Die zulässige Beschwerde vom 21. Oktober 200 ist unbegründet.

Das Landgericht hat zu Recht den Haftbefehl des Amtsgerichts Hamburg vom 13. September 2005 aufgehoben.

Gegen den Beschuldigten ist weder der Verdacht einer Straftat nach § 95 Abs. 2 Nr. 1 a und 1 b des AufenthG noch einer Straftat nach § 9 FreizügG/EU gegeben.

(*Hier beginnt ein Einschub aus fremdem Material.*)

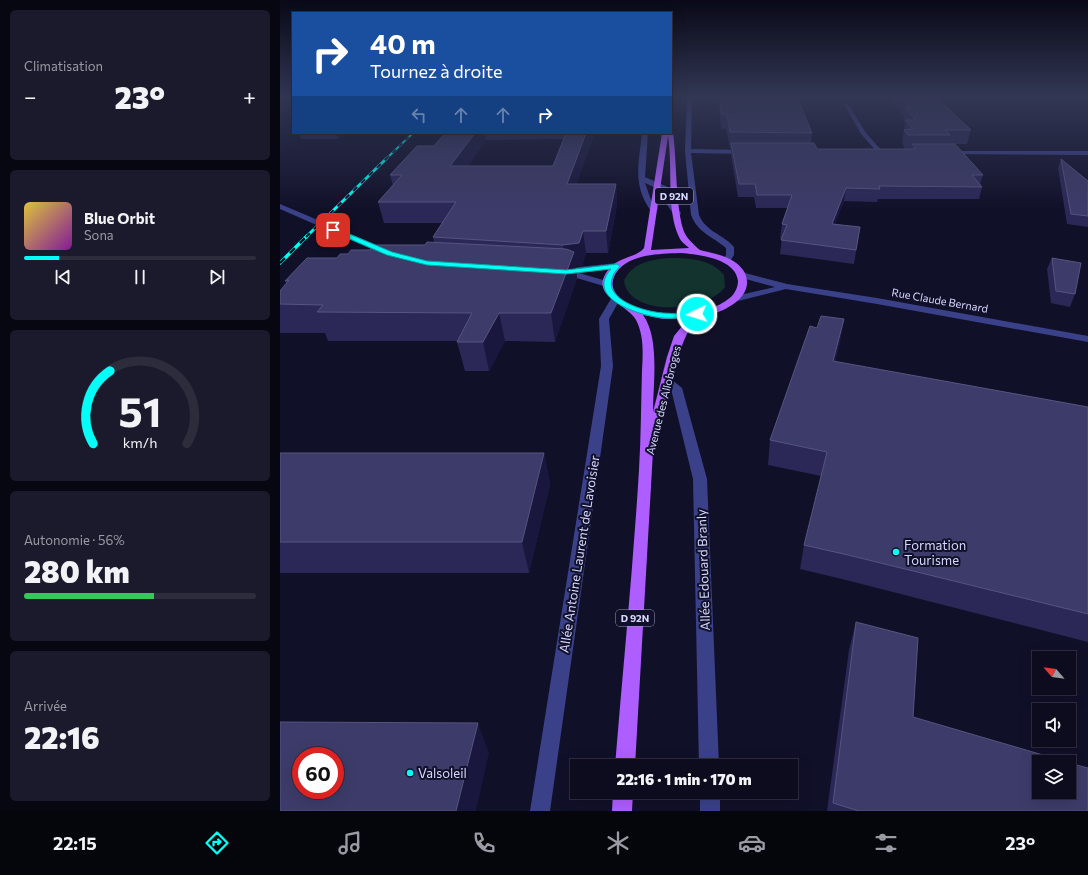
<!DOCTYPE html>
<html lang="fr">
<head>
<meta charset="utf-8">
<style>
  :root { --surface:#0d0c1f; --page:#1b1a2c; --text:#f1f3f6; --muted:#9a9ba4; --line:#2d2c3d; --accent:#03fff7 }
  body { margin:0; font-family:Commissioner,sans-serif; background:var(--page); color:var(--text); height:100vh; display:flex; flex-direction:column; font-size:15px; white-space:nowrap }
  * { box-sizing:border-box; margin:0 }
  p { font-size:13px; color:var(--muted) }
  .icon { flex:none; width:22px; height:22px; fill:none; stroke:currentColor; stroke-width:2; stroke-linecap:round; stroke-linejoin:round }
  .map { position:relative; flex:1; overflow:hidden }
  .panel { display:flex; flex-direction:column; gap:10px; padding:10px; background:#070711; width:280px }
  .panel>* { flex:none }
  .guide { position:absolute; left:12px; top:12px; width:380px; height:122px; border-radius:0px; box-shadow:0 4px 16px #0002,0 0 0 1px var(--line); background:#1a4fa0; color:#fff; overflow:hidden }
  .needle { width:26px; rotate:298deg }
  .controls { position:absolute; left:752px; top:651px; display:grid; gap:8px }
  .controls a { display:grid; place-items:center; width:44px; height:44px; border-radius:0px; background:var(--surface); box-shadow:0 4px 16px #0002,0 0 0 1px var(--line); font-size:20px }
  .speed { position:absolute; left:12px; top:747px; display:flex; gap:8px; font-size:20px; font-weight:700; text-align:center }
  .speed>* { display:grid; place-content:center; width:52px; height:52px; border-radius:50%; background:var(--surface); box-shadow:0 4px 16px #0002,0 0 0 1px var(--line); line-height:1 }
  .speed .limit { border:6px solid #d22; background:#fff; color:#111 }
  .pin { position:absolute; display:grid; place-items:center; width:34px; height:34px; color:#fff; margin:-17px; border-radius:8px; box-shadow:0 2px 6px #0006 }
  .me { position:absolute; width:44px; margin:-22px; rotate:266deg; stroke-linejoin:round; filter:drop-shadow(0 0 3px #0008) }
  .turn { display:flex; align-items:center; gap:14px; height:84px; padding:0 12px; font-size:18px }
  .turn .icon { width:52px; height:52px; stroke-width:2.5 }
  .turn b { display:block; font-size:28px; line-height:34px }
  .lanes { display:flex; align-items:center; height:38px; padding:0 12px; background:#0003; justify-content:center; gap:20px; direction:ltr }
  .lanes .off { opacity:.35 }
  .big { font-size:30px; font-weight:800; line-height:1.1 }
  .panel .tile { flex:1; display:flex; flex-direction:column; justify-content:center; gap:6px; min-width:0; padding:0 14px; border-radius:6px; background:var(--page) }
  .panel .dial { align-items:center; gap:0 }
  .dial svg { height:104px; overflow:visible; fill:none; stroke:var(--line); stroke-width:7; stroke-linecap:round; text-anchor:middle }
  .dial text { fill:var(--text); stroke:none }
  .song { display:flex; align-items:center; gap:12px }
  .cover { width:48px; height:48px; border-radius:6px; background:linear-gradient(135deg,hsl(50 70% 55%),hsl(290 70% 35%)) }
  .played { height:4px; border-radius:2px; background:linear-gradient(90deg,var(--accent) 15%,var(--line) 15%) }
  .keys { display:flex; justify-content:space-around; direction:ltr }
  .heat { display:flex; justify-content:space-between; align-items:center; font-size:22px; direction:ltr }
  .charge { height:6px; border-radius:3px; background:linear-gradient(90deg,#34c759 56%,var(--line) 0) }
  .trip { position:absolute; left:290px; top:759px; width:228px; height:40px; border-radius:0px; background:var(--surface); box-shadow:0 4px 16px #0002,0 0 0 1px var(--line); font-weight:800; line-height:40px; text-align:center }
  .dock { display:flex; height:64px; justify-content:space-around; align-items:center; background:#05050c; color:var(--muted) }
  .dock .icon { width:28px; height:28px }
  .dock .active { color:var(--accent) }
  .dock b { font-size:18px; color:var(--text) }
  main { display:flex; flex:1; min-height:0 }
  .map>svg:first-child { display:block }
  .green { fill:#12332e }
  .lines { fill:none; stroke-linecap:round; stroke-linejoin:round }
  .minor { fill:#3a4189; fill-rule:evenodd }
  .major { fill:#ae5eff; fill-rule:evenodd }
  .rail-far2-casing { stroke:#03fff7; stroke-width:2 }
  .rail-far1-casing { stroke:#03fff7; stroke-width:3 }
  .rail-casing { stroke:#03fff7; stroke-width:3.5 }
  .rail-far2 { stroke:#111029; stroke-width:1.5; stroke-dasharray:4.5; stroke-linecap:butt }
  .rail-far1 { stroke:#111029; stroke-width:2; stroke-dasharray:5.5; stroke-linecap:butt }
  .rail { stroke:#111029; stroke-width:2.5; stroke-dasharray:7; stroke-linecap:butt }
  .wall { fill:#2b2857; fill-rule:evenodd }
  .shaded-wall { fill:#19173d }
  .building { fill:#3d3b69; stroke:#565480; fill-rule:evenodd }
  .route { fill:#03fff7; stroke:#02a6a1 }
  .poi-dot { fill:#03fff7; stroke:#111029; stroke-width:1.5 }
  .labels { text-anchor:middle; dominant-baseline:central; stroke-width:4; stroke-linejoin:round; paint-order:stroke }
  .shield { fill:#111029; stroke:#9c9cbf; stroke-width:1 }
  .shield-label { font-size:10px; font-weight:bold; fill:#d7d8ff }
  .street-label { font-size:11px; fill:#d7d8ff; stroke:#111029 }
  .near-poi-label { font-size:13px; fill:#d7d8ff; stroke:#111029; text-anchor:start }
  .near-street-label { font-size:13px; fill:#d7d8ff; stroke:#111029 }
</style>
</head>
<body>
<main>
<section class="panel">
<div class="tile"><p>Climatisation</p>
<div class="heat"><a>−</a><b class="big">23°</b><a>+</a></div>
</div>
<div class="tile">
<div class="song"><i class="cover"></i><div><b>Blue Orbit</b><p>Sona</p></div></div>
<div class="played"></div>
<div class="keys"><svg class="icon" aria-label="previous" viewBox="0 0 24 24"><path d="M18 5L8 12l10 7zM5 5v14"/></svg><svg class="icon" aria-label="pause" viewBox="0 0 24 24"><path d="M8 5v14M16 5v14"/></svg><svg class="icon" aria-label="next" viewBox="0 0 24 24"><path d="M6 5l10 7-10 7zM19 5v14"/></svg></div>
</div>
<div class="tile dial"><svg viewBox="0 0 100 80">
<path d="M14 69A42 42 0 1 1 86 69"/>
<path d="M14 69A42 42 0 0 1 27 13" stroke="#03fff7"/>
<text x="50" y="56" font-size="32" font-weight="700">51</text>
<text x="50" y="72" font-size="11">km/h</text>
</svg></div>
<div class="tile"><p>Autonomie · 56%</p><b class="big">280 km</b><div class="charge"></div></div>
<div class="tile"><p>Arrivée</p><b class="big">22:16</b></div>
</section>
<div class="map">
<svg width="808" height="811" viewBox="0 0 808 811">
  <rect width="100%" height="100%" fill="#111029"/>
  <path class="green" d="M390,258C409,258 431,259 444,275L445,287C427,312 349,318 344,281C351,263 372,259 390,258Z"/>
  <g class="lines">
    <path class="minor" d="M407,97H412L411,149L467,150L470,152L467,154L411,153L419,215C426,232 443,234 454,247V255L449,263L446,264L442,261L446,255V248C432,236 418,233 411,215L405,151Z
      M564,104H568L586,133L602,151V153H598L581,134Z
      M362,133H368L365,177L390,188L392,200L401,213L400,215H394L384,200L383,191L365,183L371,200L378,209L371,211C352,185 359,163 362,133Z
      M667,151H808V155L665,154V152Z
      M0,204L111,251L112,253L108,256L105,255L0,209Z
      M337,263L341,266L340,268L299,273L330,282L332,284L327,287L290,276L289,274L280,275L275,272L280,269Z
      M461,272L507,284L597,298L808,336V342L597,304L506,289L454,302L451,301L449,299L451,297L495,287L458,277L456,275Z
      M335,296L340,299L329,319L333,366L270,811H250L321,366L319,319L332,297Z
      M387,378L391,379L402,388L427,479L439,766H419L413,479L391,389L381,381Z
      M420,792H440V811H420Z"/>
    <path class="major" d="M391,131L393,133C397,156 395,221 407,237C410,241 417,248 420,250C423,251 429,252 432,253C446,256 466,264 467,281C468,299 446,310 432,314C429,315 423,315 420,317C397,331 384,419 377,447L373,451L355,766H335C343,667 353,569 359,470C361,437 361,404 362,370C363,354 364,335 356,320C347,303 307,296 329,269C338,257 358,257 364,248L382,133H391ZM388,136C393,167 386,209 399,237C401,242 406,245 409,248L371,250ZM399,253C416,254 456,258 458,281C458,287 455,293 451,297C428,316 390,317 363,309C353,306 340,301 335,292C332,287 332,282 334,277C344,254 378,254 399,253ZM363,315L383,319H408L394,336L387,357L373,412C373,384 380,338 363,315Z
      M333,792H353L352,811H332Z"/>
    <g class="rail-far2-casing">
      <path id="rail-far2" d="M106,159L133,133"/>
    </g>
    <g class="rail-far1-casing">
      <path id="rail-far1" d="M26,237L107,158"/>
    </g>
    <g class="rail-casing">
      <path id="rail" d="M0,263L27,236"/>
    </g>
    <use href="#rail-far2" class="rail-far2"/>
    <use href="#rail-far1" class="rail-far1"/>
    <use href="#rail" class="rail"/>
  </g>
  <path class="wall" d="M439,97H517L532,133L531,143L537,149H631H625L622,143L625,123L623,120L624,116L607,97H656L691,130L687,144H668L703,175L700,184L702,187L699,199H598L597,202L564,201L555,224L580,227L574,264L500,254L502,238H500L502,224L507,208H476L474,197H458L451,155V148H450L446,129H441L439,103Z
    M19,133H66L58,139H21Z
    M165,133H315L296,184H336L337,205L328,253H306L302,266H296L297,278L275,342L225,341L209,371H185L177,342L178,341H48L45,333H0V291L7,284L5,281L57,258L68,254L90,250L145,245L154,242L153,237L162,223H104L98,202L113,186L110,175L154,146ZM284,139L273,166H188L206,140Z
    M781,159L808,181V227L787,224L778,168Z
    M772,258L795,294L790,307L771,303L767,269Z
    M564,319L560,342L555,362L808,407V642L562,579L520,569L524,545L541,476L488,465L490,440L537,328Z
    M0,453H264L270,484L249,573H0Z
    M576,622L633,717L808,811H547L569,650Z"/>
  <path class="shaded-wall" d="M56,133H66L58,139Z
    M195,133H205L206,140L175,186L170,166Z
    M306,133H315L289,205L287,184Z
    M336,184L337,205L328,253L326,231Z
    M566,188L564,201L550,238L552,224Z
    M303,231L306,253L302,266H296L297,278L275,342L271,313L286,267L283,245Z
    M219,313L225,341L209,371L203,342Z
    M564,319L560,342L549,384L553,361Z
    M264,453L270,484L249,573L242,542Z
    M198,723L209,753L196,811H176Z"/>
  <path class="building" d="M440,97H517L532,133L450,132L447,114H441Z
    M620,97H656L691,130H665L670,135H628L624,130L633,129L626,120H636L625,108H630Z
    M165,133H195L170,166H273L286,133H306L287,184H336L326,231H303L299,243L283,245L153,237L176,202H98L122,175H110L137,146H154Z
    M451,143H534L537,149H636L632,144H675L703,175H692L702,187L599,186L600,189L566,188L552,224L580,227L576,250L501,240L507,225L502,224L512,195H477L475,184H459Z
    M781,159L808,181V216L791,214Z
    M147,242L286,249L294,252L271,313H219L203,342H177L192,313L37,312L43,305L0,304V291L9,280L5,281L27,258H57L60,254H68L71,250H90L94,245H145Z
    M772,258L801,263L795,294L776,291Z
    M541,316L564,319L553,361L808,407V614L568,555L524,545L547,452L490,440L530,326L537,328Z
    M0,453H264L242,542H0Z
    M576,622L638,638L633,717L787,762H759V792H789V763L808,768V811H579L553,803Z
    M0,722L198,723L176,811H0ZM21,756H55V790H21Z"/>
  <linearGradient id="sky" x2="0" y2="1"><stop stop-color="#090917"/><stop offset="0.46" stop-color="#323754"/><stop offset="1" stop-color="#323754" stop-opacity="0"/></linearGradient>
  <rect width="808" height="210" fill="url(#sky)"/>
  <path class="route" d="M51,228H55L112,252L147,261L286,270L337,264L340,266C338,269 334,272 333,276C322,300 366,312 383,313C394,314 406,313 417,312L421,314L417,317C406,317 394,319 383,318C361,316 304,299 331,269L286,274L147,265L107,255L51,231Z"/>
  <g class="poi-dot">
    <circle cx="616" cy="552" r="4"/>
    <circle cx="130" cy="773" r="4"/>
  </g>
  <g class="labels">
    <g class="shield">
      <rect x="375" y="188" width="38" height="16" rx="3"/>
      <rect x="336" y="610" width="38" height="16" rx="3"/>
    </g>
    <g class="shield-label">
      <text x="394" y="196">D 92N</text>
      <text x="355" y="618">D 92N</text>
    </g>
    <g class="street-label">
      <text transform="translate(660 300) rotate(10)">Rue Claude Bernard</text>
      <text transform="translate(383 400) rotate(-76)">Avenue des Allobroges</text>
    </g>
    <g class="near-poi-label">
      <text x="624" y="545">Formation<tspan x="624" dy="15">Tourisme</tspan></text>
      <text x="138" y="773">Valsoleil</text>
    </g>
    <g class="near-street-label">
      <text transform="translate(299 554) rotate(-81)">Allée Antoine Laurent de Lavoisier</text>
      <text transform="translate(423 570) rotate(-92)">Allée Edouard Branly</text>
    </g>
  </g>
</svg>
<div class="controls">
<a><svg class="needle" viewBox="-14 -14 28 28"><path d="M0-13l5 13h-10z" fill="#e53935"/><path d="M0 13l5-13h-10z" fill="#9a9ba4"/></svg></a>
<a><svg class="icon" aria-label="sound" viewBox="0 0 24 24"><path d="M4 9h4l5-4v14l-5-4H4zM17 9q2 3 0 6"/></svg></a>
<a><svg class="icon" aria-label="layers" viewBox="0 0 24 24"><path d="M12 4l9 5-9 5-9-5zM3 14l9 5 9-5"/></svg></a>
</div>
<div class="speed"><div class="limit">60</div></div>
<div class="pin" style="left:53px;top:230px;background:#d93025"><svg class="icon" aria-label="arrive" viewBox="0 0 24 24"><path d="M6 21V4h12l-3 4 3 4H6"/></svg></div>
<svg class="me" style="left:417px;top:314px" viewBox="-20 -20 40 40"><circle r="17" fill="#03fff7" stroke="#fff" stroke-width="3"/><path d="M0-11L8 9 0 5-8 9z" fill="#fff"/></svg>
<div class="trip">22:16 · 1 min · 170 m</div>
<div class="guide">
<div class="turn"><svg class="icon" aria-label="right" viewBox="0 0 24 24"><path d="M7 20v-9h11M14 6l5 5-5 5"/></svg><div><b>40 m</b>Tournez à droite</div></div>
<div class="lanes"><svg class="icon off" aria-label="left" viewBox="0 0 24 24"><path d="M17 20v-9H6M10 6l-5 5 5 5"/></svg><svg class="icon off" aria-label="ahead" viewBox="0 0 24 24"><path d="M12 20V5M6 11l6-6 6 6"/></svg><svg class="icon off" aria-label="ahead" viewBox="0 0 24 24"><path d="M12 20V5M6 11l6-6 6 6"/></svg><svg class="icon" aria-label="right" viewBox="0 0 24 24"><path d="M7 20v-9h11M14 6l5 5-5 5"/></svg></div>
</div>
</div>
</main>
<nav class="dock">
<b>22:15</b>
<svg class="icon active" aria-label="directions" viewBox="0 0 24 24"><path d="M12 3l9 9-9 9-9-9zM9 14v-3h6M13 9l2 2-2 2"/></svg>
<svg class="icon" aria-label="music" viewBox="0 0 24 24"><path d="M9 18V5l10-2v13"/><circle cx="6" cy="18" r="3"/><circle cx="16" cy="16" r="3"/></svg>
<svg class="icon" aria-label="phone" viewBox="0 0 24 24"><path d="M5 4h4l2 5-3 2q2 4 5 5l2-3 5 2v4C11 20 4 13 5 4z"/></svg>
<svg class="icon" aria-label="climate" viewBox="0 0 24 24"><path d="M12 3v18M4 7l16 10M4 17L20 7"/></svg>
<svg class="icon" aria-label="car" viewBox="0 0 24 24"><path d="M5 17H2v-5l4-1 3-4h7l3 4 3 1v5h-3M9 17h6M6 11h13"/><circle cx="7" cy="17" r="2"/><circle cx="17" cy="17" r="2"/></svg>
<svg class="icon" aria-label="filters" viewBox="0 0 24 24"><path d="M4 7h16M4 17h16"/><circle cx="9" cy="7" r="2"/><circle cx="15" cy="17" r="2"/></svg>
<b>23°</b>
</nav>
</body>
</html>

1. Es besteht kein Tatverdacht gegen den Beschuldigten wegen der illegalen Einreise oder des illegalen Aufenthalts nach § 95 Abs. 2 Nr. l a und 1 b AufenthG. Wie das Landgericht in der angefochtenen Entscheidung zutreffend festgestellt hat, ist die Strafvorschrift des § 95 AufenthG auf den Beschuldigten nicht anwendbar. Denn der Beschuldigte ist als niederländischer Staatsangehöriger Bürger eines Mitgliedsstaates der Europäischen Union. Vorschriften des Aufenthaltsgesetzes finden aber auf Unionsbürger gemäß § 1 Abs. 2 Nr. 1 AufenthG nur Anwendung, soweit dies durch Gesetz bestimmt ist. In dem zum 1. Januar 2005 in Kraft getretenen Freizügigkeitsgesetz, welches die Rechtsstellung der Unionsbürger in der Bundesrepublik Deutschland regelt, findet sich keine Norm, die auf die Anwendbarkeit des § 95 Abs. 2 AufenthG auf Unionsbürger verweist.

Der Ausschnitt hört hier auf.